L'étudiant démarre donc son travail de master en compilant une vaste littérature axée sur les 51 espèces d’arbres les plus courantes du canton de Genève, afin de leur attribuer des facteurs d'émissions de COVB par heure. L’étudiant apprend que certaines espèces de chêne, qui est le genre le plus répandu dans les rues et parcs du canton, ont des facteurs d’émission de COVB parmi les plus élevés de toutes les espèces, et, donc, un haut potentiel de formation d’ozone.
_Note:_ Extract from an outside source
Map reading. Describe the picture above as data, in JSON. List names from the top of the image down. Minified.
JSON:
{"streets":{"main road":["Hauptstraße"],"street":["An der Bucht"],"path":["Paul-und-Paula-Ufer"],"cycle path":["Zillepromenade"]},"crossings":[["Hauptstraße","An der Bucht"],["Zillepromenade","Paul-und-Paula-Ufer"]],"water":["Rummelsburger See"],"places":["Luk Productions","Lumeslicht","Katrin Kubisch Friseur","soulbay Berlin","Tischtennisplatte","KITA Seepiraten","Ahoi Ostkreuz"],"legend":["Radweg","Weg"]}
Avec une autre étudiante de l’EPFL, Romana Paganini, et le collaborateur scientifique Ilann Bourgeois, Donato intègre l’inventaire des arbres isolés dans un modèle en open source, i-Tree Eco, pour estimer la quantité de particules fines et d'ozone filtrée par les arbres chaque année, afin de souligner l'effet positif des arbres urbains.
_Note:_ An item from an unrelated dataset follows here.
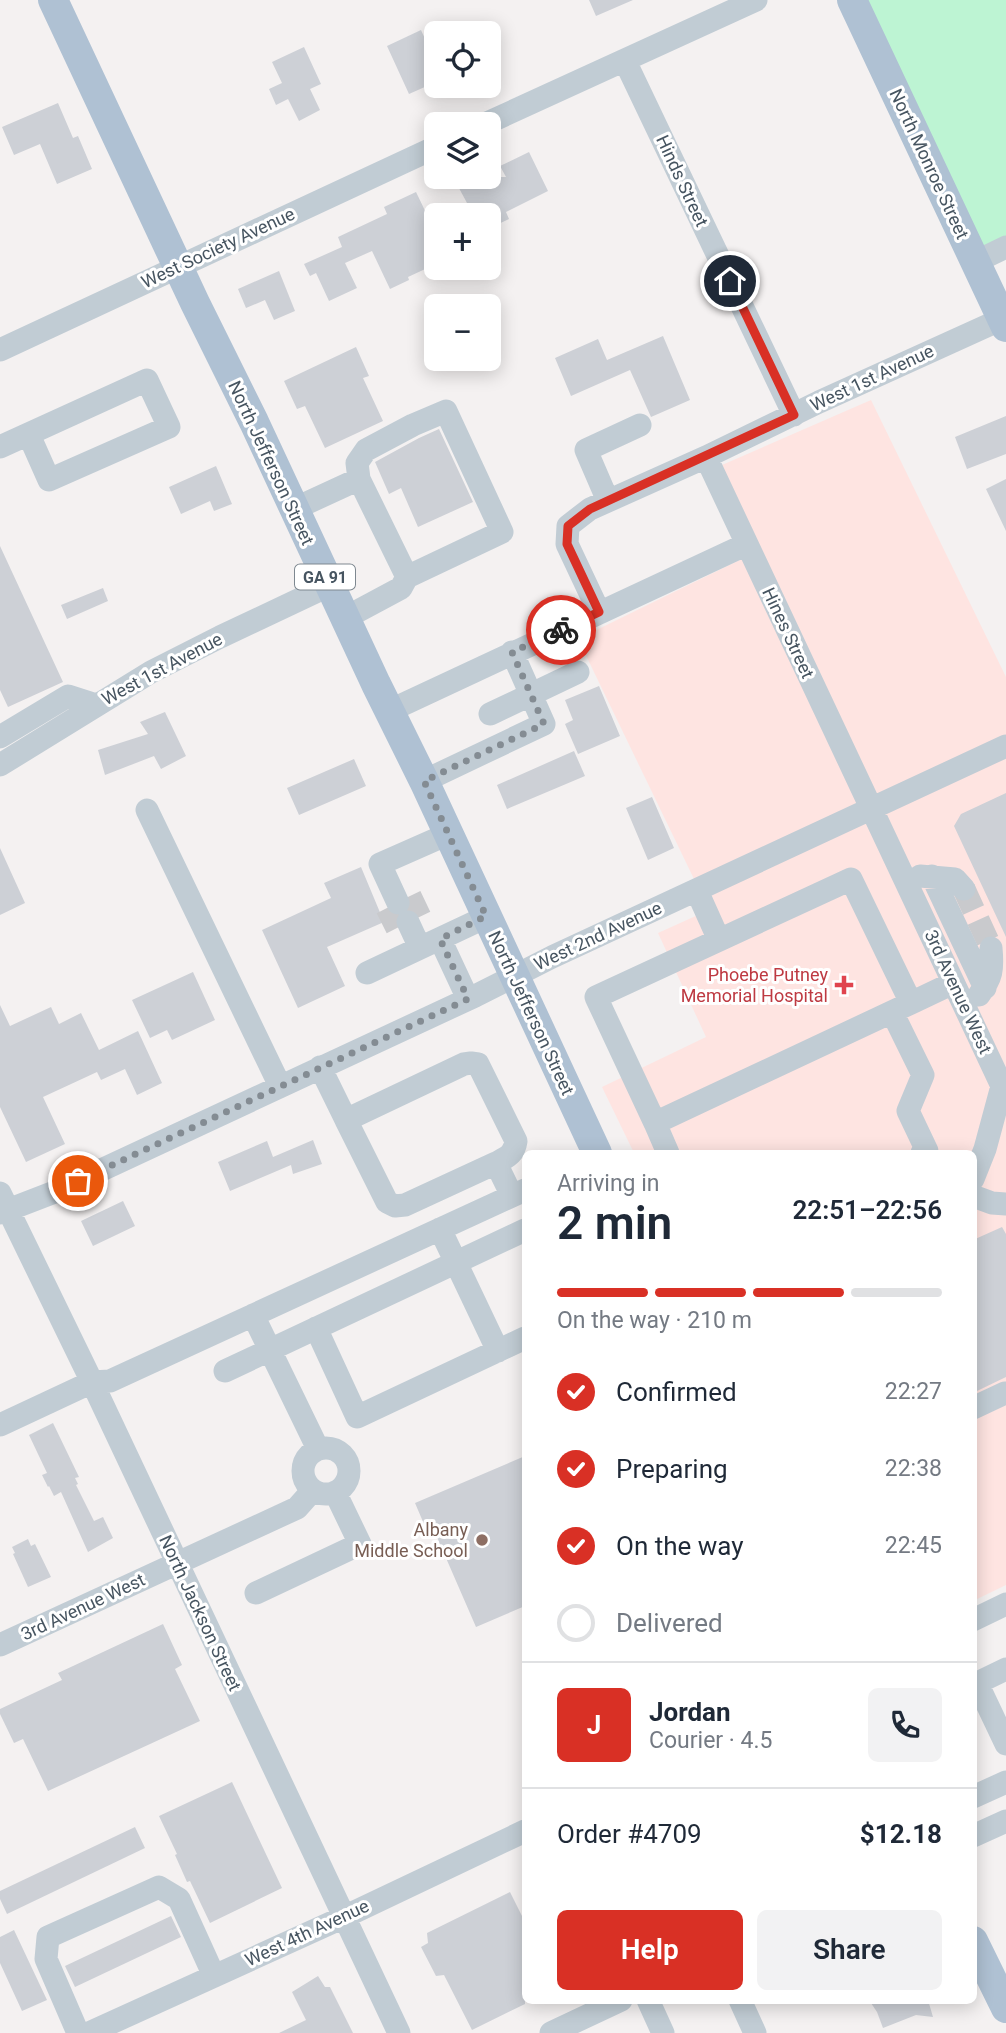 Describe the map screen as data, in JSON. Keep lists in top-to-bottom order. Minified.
{"streets":{"main road":["North Monroe Street","North Jefferson Street","GA 91"],"street":["Hinds Street","West Society Avenue","West 1st Avenue","Hines Street","West 2nd Avenue","3rd Avenue West","North Jackson Street","West 4th Avenue"]},"crossings":[["North Monroe Street","West 1st Avenue"],["Hinds Street","West 1st Avenue"],["West Society Avenue","North Jefferson Street"],["West 1st Avenue","North Jefferson Street"],["West 1st Avenue","Hines Street"],["North Jefferson Street","West 2nd Avenue"],["Hines Street","West 2nd Avenue"],["Hines Street","3rd Avenue West"],["West 2nd Avenue","3rd Avenue West"],["West 2nd Avenue","North Jackson Street"],["3rd Avenue West","North Jackson Street"],["North Jackson Street","West 4th Avenue"]],"places":{"health":["Phoebe Putney Memorial Hospital"],"other":["Albany Middle School"]},"page":{"map_buttons":["+","−"],"heading":["2 min","Arriving in","22:51–22:56"],"panel":["Jordan","Courier · 4.5","Order #4709","$12.18"],"bar":"On the way · 210 m","list":[["Confirmed","22:27"],["Preparing","22:38"],["On the way","22:45"],"Delivered"],"round":"J","buttons":["Help","Share"]}}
Un quart de particules fines filtrées

Ses résultats indiquent, en quelques cartes, que les arbres des villes genevoises permettraient de retirer au maximum 25% des particules fines émises par les activités humaines dans le canton de Genève en 2014, selon le cadastre des émissions romand (CADERO). Une autre carte indique que ces arbres auraient un potentiel de formation d'ozone environ dix fois plus élevé que leur capacité à capter l'ozone de l'atmosphère. Enfin, les arbres possèdent un taux d’émissions de COVB d’environ 130 tonnes, ce qui correspond, en comparaison, à environ 18% des composés organiques volatils annuels émis par le trafic routier. Les résultats montrent que les activités humaines émettent suffisamment d'oxydes d'azote pour que les réactions chimiques qui entraînent la formation d’ozone se produisent. En d'autres termes, il est possible de réduire l’ozone causée par les arbres en réduisant les émissions humaines d'oxydes d'azote, qui entrent aussi en réaction avec les COVB.

Pour moi, le problème de la pollution de l’air doit être traité à la source, avec le trafic routier et d’autres sources d’émissions.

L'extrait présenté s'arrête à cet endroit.